Your assignment – Repeat nothing but the lines below running from the one containing "c.textBaseline = 'middle';" to the one containing "M1188,940L1197,960V1215L1157,1131L1173,1123L1106,980Z". Keep both end lines.

Excerpted data –
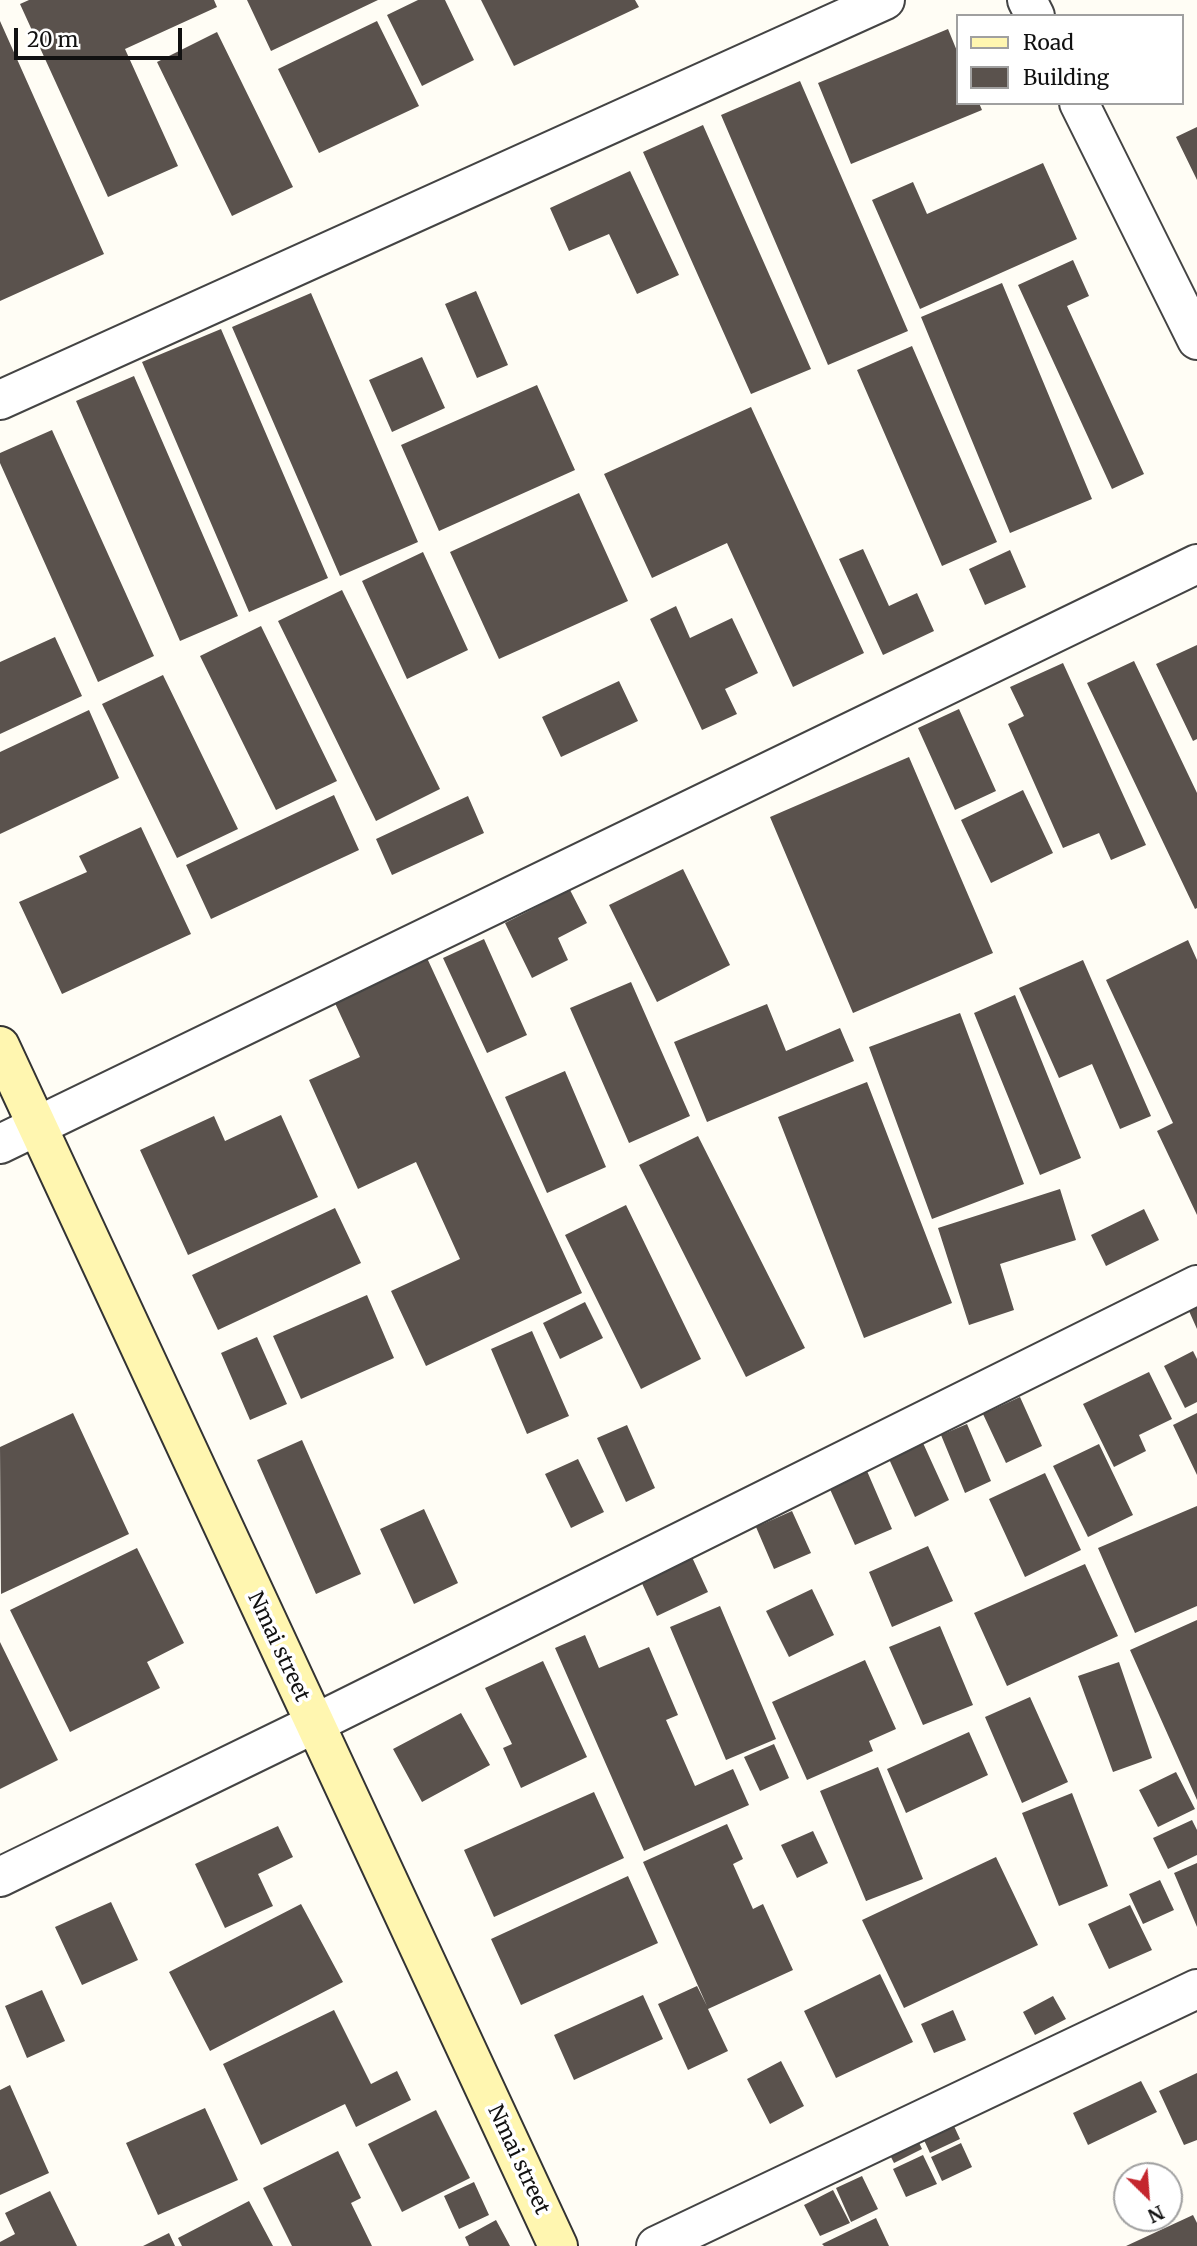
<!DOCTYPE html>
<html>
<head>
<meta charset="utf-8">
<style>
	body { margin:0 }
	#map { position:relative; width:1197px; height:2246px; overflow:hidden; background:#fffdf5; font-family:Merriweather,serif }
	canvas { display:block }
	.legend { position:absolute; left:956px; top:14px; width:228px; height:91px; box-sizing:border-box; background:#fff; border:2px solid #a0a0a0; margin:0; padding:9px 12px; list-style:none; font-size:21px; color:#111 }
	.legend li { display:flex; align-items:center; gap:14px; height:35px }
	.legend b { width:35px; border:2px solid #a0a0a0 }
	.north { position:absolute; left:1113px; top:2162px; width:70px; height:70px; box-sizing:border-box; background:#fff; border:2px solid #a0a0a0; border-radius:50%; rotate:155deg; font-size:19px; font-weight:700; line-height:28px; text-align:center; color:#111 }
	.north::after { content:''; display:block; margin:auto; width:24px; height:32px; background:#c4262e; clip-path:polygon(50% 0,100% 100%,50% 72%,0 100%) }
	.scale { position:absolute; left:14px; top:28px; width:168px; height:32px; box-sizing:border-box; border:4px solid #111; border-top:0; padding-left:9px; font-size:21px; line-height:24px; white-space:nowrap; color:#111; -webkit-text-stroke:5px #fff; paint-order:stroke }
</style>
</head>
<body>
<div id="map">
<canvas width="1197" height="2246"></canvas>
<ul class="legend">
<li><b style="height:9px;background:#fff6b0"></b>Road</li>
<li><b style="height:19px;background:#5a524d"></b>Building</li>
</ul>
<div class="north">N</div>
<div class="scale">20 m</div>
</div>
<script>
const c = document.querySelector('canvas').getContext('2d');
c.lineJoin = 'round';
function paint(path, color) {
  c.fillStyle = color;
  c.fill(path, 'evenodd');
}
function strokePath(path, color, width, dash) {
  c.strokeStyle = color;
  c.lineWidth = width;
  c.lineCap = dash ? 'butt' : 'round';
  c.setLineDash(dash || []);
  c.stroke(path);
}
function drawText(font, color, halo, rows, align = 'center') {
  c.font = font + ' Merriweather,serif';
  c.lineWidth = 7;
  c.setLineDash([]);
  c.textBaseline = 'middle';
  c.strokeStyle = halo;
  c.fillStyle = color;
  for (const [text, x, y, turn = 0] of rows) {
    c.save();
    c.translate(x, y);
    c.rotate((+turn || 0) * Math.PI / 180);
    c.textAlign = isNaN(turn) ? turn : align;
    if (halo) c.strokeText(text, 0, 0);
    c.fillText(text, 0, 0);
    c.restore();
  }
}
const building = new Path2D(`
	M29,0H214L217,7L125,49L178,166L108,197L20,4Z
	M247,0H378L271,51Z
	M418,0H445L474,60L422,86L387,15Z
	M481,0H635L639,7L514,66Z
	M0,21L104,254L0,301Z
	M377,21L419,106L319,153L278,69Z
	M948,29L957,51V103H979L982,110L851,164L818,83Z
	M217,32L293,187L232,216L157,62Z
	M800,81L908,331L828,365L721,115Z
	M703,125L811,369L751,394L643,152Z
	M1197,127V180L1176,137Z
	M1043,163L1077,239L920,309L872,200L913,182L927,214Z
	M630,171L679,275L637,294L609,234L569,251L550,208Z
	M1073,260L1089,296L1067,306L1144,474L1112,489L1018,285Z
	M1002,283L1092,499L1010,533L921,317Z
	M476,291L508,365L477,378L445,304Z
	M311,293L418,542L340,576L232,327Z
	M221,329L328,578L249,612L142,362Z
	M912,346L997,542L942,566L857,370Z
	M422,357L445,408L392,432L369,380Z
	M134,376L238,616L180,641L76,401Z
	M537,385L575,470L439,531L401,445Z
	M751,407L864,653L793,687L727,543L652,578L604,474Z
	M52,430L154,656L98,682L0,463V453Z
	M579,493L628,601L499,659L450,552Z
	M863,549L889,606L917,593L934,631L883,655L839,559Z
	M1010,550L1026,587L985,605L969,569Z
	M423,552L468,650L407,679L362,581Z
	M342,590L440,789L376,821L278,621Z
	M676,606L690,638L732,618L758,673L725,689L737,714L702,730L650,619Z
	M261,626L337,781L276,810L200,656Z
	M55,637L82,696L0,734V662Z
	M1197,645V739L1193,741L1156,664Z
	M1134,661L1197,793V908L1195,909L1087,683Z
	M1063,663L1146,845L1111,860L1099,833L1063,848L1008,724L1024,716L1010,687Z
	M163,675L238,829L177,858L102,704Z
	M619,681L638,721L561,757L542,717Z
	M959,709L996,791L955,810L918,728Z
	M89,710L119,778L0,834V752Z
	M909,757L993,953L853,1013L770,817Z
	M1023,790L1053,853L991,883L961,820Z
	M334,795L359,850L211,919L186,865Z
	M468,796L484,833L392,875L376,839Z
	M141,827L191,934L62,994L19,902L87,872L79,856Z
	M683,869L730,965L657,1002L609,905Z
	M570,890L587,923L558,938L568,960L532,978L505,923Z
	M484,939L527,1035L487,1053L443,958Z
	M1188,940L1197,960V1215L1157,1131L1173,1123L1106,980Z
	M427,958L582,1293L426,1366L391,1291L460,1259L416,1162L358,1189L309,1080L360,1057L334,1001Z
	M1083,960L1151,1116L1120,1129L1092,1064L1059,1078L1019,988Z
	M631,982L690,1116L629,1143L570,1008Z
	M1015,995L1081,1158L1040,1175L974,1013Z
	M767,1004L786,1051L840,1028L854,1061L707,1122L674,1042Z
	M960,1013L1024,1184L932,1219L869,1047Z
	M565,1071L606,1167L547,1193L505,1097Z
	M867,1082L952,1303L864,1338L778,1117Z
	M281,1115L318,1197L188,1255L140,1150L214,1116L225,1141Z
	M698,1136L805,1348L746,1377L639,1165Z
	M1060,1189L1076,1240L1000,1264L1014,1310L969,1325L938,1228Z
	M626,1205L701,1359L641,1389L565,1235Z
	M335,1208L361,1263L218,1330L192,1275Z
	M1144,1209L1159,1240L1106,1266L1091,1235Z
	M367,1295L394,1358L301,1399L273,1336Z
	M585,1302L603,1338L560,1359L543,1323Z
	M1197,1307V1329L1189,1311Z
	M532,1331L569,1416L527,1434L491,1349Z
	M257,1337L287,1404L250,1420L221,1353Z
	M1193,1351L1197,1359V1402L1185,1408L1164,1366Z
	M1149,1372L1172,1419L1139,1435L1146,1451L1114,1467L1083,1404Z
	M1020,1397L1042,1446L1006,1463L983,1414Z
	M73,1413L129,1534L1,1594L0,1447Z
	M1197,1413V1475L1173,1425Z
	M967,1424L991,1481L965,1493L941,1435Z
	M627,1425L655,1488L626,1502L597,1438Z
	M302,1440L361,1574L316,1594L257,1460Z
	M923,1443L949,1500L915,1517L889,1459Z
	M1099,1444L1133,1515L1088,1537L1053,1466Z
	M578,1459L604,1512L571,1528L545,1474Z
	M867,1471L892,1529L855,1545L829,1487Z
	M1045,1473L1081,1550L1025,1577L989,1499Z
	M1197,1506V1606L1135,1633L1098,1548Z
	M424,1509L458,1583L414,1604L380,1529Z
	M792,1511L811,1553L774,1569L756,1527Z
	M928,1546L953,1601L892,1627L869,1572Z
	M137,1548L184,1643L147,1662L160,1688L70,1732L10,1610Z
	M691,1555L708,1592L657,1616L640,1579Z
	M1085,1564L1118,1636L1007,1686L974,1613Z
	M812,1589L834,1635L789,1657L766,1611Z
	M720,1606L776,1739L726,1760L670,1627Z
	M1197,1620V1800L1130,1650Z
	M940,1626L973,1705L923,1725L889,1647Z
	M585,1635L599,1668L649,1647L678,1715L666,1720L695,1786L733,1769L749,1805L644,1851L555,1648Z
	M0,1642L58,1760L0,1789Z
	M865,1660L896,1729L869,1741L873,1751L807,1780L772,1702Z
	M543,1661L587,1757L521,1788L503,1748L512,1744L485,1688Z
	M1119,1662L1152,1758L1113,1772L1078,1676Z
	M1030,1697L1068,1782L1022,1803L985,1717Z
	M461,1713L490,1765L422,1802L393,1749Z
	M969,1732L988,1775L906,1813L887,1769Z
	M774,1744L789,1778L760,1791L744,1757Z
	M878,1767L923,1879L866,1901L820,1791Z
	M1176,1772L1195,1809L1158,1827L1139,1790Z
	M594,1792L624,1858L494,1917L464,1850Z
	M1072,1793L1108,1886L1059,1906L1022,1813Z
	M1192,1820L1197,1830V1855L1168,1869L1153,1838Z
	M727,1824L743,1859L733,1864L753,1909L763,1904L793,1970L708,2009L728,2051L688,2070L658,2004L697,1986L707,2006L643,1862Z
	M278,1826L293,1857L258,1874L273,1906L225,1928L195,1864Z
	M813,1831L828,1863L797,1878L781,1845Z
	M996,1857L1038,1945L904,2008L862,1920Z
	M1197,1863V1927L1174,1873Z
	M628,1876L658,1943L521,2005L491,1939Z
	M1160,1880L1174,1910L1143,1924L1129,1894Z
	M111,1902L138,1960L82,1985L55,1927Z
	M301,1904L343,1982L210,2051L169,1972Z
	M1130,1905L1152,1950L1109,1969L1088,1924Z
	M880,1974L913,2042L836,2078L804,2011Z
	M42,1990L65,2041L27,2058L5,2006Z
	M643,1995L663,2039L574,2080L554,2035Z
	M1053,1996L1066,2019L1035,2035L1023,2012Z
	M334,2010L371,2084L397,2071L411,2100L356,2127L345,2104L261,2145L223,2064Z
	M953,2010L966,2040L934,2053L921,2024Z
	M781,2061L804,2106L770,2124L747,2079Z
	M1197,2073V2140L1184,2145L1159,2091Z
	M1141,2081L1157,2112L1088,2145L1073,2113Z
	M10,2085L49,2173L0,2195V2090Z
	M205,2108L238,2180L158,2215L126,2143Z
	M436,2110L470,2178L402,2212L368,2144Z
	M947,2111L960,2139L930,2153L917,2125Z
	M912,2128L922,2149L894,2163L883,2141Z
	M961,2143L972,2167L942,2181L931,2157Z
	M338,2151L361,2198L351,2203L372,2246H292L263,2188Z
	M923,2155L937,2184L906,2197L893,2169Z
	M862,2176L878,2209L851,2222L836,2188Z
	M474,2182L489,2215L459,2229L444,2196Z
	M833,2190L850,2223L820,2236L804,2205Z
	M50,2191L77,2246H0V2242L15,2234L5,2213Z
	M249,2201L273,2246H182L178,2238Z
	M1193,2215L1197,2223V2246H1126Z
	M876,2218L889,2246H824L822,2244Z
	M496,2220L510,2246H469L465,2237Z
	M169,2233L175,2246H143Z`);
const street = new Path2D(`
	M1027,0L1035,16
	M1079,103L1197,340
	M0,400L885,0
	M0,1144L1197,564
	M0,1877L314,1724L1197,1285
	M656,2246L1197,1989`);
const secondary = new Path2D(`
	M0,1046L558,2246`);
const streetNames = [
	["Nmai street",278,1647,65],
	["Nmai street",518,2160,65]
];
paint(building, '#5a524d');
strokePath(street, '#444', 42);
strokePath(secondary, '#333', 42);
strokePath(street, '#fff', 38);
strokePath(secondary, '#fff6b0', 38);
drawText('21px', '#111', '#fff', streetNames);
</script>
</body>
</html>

--

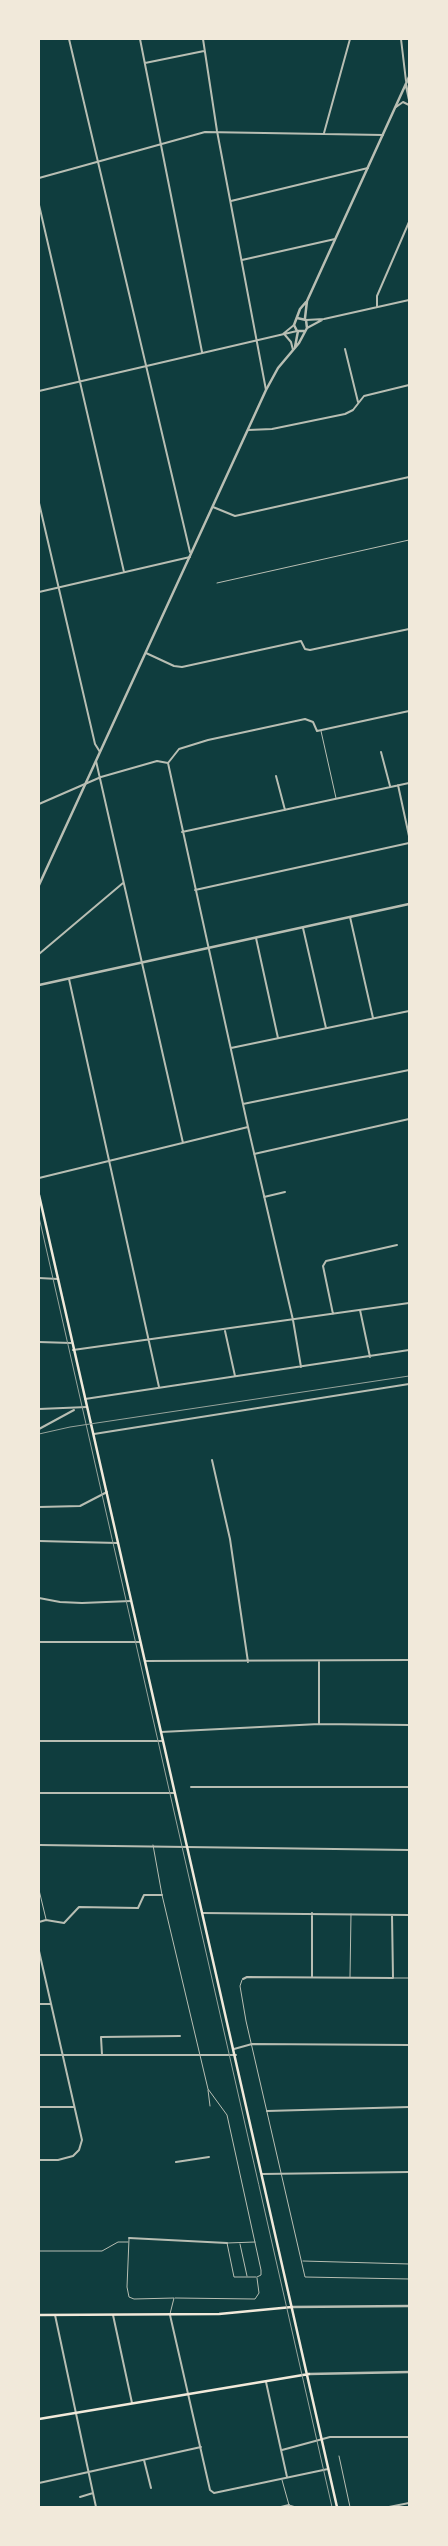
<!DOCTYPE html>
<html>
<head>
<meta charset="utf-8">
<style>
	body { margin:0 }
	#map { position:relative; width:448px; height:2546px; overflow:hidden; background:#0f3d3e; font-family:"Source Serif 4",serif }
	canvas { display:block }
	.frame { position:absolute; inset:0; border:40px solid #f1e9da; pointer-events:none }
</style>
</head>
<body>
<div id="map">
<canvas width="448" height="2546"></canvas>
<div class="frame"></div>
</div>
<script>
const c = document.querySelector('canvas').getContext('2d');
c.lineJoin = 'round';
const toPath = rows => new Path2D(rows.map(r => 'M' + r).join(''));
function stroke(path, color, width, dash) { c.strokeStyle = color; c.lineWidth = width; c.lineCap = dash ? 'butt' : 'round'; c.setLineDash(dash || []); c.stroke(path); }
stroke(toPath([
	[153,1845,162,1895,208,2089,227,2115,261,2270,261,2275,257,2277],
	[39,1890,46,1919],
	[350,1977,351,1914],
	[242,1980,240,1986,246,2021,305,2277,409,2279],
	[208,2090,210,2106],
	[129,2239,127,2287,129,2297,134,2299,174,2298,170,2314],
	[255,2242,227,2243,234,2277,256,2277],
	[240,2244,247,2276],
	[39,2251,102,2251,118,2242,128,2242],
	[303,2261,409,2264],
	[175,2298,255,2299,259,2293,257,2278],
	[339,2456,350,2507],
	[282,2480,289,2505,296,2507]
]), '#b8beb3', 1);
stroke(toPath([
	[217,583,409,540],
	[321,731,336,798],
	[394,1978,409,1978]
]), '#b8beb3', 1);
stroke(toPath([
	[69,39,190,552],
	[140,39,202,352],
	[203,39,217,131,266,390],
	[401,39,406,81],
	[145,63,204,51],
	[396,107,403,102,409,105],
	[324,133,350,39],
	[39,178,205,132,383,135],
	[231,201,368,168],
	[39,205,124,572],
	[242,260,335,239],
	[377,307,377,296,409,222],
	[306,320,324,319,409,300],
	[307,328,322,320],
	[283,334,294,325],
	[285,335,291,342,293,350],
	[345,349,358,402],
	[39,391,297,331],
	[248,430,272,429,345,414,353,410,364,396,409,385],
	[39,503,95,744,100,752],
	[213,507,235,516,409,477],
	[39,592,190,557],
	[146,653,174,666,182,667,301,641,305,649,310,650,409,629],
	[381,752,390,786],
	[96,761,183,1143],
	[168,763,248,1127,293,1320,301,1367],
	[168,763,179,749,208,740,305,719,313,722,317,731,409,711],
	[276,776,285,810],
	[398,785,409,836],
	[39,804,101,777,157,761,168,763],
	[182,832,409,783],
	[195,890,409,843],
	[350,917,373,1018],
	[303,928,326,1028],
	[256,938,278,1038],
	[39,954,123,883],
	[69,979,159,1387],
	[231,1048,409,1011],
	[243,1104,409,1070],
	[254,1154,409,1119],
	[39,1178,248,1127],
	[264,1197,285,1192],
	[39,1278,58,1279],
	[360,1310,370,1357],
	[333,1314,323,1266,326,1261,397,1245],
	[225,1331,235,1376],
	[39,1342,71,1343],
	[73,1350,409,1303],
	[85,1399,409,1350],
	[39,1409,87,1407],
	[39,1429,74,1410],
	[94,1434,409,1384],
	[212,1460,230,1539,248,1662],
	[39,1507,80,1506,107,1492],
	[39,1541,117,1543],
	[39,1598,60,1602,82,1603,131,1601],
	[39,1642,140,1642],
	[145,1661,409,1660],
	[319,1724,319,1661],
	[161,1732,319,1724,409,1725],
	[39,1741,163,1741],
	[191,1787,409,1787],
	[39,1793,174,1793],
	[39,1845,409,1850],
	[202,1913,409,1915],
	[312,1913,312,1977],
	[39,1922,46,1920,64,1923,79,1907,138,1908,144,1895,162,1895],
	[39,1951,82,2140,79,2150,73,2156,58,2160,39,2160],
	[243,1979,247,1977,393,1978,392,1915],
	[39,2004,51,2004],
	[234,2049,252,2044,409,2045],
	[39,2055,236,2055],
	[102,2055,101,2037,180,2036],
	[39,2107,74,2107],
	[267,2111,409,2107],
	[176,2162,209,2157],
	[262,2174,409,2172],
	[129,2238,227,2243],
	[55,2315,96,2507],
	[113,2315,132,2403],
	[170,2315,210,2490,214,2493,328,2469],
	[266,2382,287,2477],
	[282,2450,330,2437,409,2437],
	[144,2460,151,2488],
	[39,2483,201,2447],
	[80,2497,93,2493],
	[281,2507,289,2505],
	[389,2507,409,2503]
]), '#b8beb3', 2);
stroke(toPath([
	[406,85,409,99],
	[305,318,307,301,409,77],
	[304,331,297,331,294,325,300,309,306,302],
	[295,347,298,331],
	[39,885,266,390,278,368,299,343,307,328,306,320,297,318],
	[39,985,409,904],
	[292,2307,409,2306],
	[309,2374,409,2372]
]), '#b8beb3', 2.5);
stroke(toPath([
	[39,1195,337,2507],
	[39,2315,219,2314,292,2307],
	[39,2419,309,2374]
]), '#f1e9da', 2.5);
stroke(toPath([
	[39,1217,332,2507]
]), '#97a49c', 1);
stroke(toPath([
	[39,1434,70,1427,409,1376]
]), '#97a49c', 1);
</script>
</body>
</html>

Response to this exercise –
  c.textBaseline = 'middle';
  c.strokeStyle = halo;
  c.fillStyle = color;
  for (const [text, x, y, turn = 0] of rows) {
    c.save();
    c.translate(x, y);
    c.rotate((+turn || 0) * Math.PI / 180);
    c.textAlign = isNaN(turn) ? turn : align;
    if (halo) c.strokeText(text, 0, 0);
    c.fillText(text, 0, 0);
    c.restore();
  }
}
const building = new Path2D(`
	M29,0H214L217,7L125,49L178,166L108,197L20,4Z
	M247,0H378L271,51Z
	M418,0H445L474,60L422,86L387,15Z
	M481,0H635L639,7L514,66Z
	M0,21L104,254L0,301Z
	M377,21L419,106L319,153L278,69Z
	M948,29L957,51V103H979L982,110L851,164L818,83Z
	M217,32L293,187L232,216L157,62Z
	M800,81L908,331L828,365L721,115Z
	M703,125L811,369L751,394L643,152Z
	M1197,127V180L1176,137Z
	M1043,163L1077,239L920,309L872,200L913,182L927,214Z
	M630,171L679,275L637,294L609,234L569,251L550,208Z
	M1073,260L1089,296L1067,306L1144,474L1112,489L1018,285Z
	M1002,283L1092,499L1010,533L921,317Z
	M476,291L508,365L477,378L445,304Z
	M311,293L418,542L340,576L232,327Z
	M221,329L328,578L249,612L142,362Z
	M912,346L997,542L942,566L857,370Z
	M422,357L445,408L392,432L369,380Z
	M134,376L238,616L180,641L76,401Z
	M537,385L575,470L439,531L401,445Z
	M751,407L864,653L793,687L727,543L652,578L604,474Z
	M52,430L154,656L98,682L0,463V453Z
	M579,493L628,601L499,659L450,552Z
	M863,549L889,606L917,593L934,631L883,655L839,559Z
	M1010,550L1026,587L985,605L969,569Z
	M423,552L468,650L407,679L362,581Z
	M342,590L440,789L376,821L278,621Z
	M676,606L690,638L732,618L758,673L725,689L737,714L702,730L650,619Z
	M261,626L337,781L276,810L200,656Z
	M55,637L82,696L0,734V662Z
	M1197,645V739L1193,741L1156,664Z
	M1134,661L1197,793V908L1195,909L1087,683Z
	M1063,663L1146,845L1111,860L1099,833L1063,848L1008,724L1024,716L1010,687Z
	M163,675L238,829L177,858L102,704Z
	M619,681L638,721L561,757L542,717Z
	M959,709L996,791L955,810L918,728Z
	M89,710L119,778L0,834V752Z
	M909,757L993,953L853,1013L770,817Z
	M1023,790L1053,853L991,883L961,820Z
	M334,795L359,850L211,919L186,865Z
	M468,796L484,833L392,875L376,839Z
	M141,827L191,934L62,994L19,902L87,872L79,856Z
	M683,869L730,965L657,1002L609,905Z
	M570,890L587,923L558,938L568,960L532,978L505,923Z
	M484,939L527,1035L487,1053L443,958Z
	M1188,940L1197,960V1215L1157,1131L1173,1123L1106,980Z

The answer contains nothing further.